Which of the lines below mention the word "limit"? Pull each one out.

#### INFORMATION GIVEN:
╭──
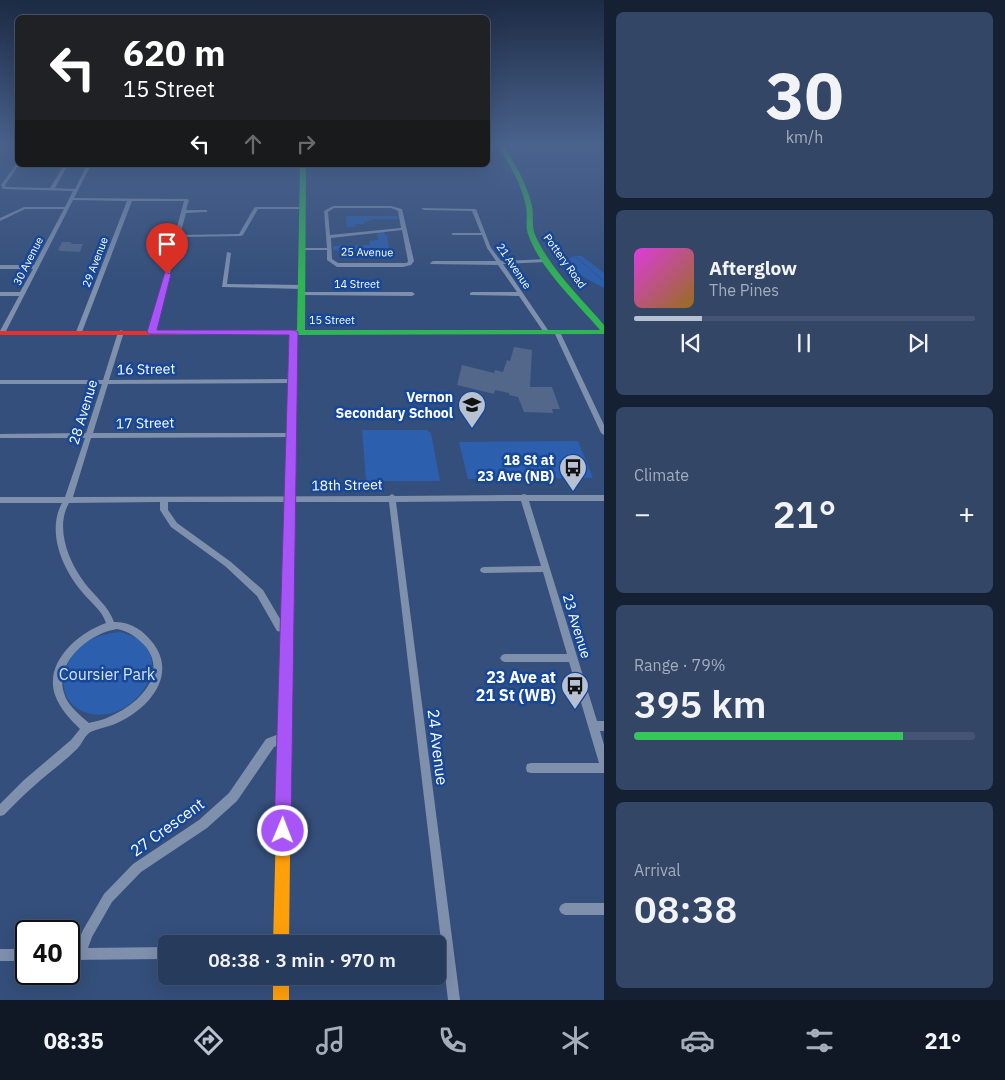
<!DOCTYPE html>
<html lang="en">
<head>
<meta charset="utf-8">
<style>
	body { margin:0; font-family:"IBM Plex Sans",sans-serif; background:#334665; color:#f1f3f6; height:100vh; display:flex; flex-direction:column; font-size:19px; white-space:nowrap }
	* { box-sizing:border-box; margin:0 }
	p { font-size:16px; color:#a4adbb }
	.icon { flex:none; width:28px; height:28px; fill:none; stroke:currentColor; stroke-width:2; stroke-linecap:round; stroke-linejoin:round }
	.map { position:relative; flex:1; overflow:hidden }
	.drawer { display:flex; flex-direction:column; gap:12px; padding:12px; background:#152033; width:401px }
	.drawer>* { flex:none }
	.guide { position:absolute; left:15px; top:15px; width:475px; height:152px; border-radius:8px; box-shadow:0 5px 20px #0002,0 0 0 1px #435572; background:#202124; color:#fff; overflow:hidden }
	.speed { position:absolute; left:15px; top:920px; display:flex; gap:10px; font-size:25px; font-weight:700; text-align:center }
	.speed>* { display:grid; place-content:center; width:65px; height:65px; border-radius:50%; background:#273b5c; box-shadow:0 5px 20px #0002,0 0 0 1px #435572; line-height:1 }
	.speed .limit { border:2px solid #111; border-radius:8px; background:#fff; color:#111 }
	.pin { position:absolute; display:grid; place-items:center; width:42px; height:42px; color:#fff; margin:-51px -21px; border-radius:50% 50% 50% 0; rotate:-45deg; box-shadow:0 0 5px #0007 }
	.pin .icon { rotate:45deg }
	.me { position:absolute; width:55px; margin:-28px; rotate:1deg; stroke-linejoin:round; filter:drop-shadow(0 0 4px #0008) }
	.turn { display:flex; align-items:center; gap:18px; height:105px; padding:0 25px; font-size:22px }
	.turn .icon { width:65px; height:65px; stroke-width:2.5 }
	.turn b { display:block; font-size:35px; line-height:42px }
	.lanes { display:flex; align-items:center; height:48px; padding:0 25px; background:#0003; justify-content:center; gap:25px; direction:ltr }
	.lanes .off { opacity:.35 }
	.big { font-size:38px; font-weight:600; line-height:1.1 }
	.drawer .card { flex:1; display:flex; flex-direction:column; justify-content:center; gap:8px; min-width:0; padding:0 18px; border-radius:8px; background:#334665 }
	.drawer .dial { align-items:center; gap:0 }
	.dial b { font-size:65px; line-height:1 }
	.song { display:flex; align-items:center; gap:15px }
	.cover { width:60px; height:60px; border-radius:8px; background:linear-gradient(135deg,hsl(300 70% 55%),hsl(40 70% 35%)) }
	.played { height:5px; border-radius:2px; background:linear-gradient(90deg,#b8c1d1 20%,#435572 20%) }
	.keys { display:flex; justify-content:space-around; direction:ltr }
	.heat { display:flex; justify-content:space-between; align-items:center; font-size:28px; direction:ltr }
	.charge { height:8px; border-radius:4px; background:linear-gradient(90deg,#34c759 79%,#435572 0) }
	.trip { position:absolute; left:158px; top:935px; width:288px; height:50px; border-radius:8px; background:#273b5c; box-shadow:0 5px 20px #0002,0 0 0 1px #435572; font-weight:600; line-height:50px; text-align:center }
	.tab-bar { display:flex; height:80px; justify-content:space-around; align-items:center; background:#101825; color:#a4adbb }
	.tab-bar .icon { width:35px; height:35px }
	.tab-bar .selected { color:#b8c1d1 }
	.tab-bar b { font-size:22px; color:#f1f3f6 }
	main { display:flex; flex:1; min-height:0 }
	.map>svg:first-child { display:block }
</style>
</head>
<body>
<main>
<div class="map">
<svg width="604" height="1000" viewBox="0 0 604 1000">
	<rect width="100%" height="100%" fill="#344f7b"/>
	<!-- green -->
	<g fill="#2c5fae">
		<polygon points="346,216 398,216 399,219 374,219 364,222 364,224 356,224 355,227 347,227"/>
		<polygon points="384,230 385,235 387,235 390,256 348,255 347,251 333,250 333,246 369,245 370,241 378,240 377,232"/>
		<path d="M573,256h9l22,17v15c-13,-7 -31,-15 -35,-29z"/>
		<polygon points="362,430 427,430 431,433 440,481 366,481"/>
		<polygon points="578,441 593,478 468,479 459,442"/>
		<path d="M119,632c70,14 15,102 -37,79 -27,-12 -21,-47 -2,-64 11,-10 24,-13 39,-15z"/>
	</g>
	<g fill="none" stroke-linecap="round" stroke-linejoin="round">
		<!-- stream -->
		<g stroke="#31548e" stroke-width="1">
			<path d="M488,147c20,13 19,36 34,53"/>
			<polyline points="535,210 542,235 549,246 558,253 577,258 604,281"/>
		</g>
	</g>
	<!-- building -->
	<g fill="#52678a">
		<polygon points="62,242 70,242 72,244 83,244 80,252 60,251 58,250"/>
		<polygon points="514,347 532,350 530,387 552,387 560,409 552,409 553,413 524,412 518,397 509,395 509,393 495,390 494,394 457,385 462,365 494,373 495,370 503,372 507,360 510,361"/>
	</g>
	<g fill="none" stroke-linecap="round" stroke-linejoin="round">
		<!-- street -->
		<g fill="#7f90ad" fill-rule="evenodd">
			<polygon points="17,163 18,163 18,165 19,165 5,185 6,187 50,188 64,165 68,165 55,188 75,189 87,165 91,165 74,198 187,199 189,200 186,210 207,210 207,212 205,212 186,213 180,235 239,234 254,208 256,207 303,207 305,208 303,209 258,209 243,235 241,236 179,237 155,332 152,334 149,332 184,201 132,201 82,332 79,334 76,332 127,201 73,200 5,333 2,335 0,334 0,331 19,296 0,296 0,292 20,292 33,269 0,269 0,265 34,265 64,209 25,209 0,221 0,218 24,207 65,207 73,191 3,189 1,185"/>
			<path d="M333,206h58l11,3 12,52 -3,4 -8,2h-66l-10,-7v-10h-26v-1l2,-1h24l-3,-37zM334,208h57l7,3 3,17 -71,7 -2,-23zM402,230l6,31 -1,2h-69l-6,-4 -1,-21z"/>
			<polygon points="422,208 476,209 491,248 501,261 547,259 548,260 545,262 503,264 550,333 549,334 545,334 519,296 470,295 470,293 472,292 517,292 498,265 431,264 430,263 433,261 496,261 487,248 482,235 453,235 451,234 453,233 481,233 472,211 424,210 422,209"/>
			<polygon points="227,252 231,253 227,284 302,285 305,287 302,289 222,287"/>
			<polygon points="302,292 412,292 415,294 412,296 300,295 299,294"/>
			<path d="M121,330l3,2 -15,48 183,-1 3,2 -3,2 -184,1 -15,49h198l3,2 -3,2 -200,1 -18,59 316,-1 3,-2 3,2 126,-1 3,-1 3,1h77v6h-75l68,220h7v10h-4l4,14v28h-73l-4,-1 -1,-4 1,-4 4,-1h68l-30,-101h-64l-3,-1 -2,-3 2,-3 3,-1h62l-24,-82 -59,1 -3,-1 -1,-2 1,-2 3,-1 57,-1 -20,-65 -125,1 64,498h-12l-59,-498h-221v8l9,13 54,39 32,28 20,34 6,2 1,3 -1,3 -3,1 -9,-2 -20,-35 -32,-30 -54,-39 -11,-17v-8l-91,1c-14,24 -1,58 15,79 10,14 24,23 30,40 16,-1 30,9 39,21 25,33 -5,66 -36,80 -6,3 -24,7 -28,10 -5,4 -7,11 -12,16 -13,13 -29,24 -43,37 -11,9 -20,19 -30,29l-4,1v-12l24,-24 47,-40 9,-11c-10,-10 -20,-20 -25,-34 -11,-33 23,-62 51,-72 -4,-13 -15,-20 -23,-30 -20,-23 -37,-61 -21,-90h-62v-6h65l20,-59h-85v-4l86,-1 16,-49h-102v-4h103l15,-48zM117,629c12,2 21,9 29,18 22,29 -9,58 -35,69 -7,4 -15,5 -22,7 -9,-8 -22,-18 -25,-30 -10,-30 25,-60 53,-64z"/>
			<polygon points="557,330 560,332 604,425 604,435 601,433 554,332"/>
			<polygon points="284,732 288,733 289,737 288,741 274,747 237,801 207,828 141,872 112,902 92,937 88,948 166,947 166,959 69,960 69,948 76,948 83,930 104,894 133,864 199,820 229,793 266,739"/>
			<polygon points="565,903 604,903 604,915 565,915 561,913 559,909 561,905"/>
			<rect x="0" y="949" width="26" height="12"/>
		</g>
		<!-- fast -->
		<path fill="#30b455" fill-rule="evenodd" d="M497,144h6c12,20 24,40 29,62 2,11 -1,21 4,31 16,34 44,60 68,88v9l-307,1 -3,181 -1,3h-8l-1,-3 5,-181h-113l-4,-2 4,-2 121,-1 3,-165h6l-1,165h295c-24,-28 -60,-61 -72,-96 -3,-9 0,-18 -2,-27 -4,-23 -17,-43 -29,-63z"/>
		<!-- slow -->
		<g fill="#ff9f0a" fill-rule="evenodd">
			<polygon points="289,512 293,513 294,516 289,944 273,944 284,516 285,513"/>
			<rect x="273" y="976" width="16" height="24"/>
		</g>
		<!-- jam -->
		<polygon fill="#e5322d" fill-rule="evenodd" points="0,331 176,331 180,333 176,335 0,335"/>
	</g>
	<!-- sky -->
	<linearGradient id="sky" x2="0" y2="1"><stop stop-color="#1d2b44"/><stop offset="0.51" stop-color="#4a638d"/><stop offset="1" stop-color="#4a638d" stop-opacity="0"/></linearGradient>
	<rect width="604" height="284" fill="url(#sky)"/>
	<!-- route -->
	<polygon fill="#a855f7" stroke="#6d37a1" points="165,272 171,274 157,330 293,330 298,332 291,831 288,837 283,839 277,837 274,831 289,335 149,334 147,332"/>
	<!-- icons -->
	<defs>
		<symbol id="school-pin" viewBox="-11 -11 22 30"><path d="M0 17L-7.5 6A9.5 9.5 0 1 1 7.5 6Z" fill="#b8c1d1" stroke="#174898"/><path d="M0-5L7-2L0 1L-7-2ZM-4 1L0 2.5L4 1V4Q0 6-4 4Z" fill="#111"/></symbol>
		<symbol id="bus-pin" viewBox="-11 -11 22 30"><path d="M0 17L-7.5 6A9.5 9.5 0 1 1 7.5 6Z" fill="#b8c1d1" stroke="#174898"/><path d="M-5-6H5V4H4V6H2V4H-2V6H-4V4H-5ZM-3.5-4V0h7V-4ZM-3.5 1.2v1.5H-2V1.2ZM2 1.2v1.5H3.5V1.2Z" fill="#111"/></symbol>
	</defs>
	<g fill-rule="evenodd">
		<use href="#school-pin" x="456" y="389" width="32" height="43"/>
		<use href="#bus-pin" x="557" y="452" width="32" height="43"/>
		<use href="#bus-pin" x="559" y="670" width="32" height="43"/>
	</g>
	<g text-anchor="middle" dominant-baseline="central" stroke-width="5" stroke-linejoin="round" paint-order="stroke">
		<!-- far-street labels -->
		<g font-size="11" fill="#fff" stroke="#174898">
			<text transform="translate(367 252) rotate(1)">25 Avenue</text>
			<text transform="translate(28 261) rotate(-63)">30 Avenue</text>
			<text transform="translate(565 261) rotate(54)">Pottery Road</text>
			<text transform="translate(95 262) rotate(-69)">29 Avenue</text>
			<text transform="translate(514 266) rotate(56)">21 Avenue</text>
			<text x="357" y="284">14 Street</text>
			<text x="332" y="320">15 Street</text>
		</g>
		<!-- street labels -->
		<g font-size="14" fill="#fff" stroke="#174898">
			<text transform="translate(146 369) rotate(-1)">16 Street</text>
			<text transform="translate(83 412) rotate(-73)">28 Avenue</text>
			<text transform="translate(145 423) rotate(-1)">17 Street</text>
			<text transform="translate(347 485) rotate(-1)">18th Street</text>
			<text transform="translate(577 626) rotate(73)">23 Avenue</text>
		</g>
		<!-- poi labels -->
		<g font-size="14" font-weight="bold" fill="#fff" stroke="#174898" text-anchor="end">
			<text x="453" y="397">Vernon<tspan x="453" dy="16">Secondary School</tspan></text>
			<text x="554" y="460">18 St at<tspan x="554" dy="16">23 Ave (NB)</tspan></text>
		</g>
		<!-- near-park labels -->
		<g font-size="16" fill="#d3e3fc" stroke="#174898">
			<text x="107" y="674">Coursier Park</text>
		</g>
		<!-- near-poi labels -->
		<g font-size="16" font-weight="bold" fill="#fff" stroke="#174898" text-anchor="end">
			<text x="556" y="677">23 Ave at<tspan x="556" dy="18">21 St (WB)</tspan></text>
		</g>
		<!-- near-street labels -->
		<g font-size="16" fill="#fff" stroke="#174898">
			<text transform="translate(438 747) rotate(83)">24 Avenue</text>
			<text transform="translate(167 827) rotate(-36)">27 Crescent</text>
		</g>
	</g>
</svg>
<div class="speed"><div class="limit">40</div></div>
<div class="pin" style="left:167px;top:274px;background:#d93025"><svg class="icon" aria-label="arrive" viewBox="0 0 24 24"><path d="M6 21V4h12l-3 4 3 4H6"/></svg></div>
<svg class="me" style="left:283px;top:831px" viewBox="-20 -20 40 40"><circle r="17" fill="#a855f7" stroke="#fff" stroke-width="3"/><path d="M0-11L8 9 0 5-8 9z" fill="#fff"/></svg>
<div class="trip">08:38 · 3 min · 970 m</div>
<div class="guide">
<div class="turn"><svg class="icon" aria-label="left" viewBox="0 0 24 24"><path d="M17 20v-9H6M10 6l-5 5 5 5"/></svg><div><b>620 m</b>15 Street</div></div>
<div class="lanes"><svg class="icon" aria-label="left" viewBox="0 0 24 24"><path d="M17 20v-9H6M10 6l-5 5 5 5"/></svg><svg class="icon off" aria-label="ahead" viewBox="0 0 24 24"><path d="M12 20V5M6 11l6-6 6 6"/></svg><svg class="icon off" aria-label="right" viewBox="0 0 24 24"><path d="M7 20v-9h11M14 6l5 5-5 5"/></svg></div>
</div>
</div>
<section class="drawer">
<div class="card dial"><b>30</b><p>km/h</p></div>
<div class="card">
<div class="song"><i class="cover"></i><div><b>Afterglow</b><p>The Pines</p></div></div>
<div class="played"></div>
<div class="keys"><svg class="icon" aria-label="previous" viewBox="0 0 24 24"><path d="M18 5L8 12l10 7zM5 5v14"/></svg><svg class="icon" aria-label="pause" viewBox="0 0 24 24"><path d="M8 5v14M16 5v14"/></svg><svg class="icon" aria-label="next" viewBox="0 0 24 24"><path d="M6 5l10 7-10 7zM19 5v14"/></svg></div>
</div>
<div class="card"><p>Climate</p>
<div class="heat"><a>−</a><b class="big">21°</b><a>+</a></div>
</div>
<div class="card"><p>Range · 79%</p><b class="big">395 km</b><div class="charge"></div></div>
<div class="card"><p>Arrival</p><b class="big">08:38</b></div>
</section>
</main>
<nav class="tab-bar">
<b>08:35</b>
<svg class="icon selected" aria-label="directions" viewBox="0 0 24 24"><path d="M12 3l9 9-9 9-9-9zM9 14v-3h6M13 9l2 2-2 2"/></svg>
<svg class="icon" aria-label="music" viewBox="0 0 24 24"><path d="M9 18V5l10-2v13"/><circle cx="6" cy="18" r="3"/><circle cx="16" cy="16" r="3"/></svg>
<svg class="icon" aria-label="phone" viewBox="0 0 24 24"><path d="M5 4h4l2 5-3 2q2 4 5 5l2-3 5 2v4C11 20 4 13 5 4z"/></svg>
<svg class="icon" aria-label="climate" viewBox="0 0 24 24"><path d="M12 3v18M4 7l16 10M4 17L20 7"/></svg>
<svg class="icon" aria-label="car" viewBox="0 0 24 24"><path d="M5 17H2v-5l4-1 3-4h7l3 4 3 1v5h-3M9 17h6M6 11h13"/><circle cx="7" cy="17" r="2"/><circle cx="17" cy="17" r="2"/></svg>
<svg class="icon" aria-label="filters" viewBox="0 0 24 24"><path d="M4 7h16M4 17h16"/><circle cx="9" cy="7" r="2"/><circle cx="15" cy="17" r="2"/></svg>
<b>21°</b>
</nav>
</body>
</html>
╰──
#### RESPONSE TO THIS EXERCISE:
	.speed .limit { border:2px solid #111; border-radius:8px; background:#fff; color:#111 }
<div class="speed"><div class="limit">40</div></div>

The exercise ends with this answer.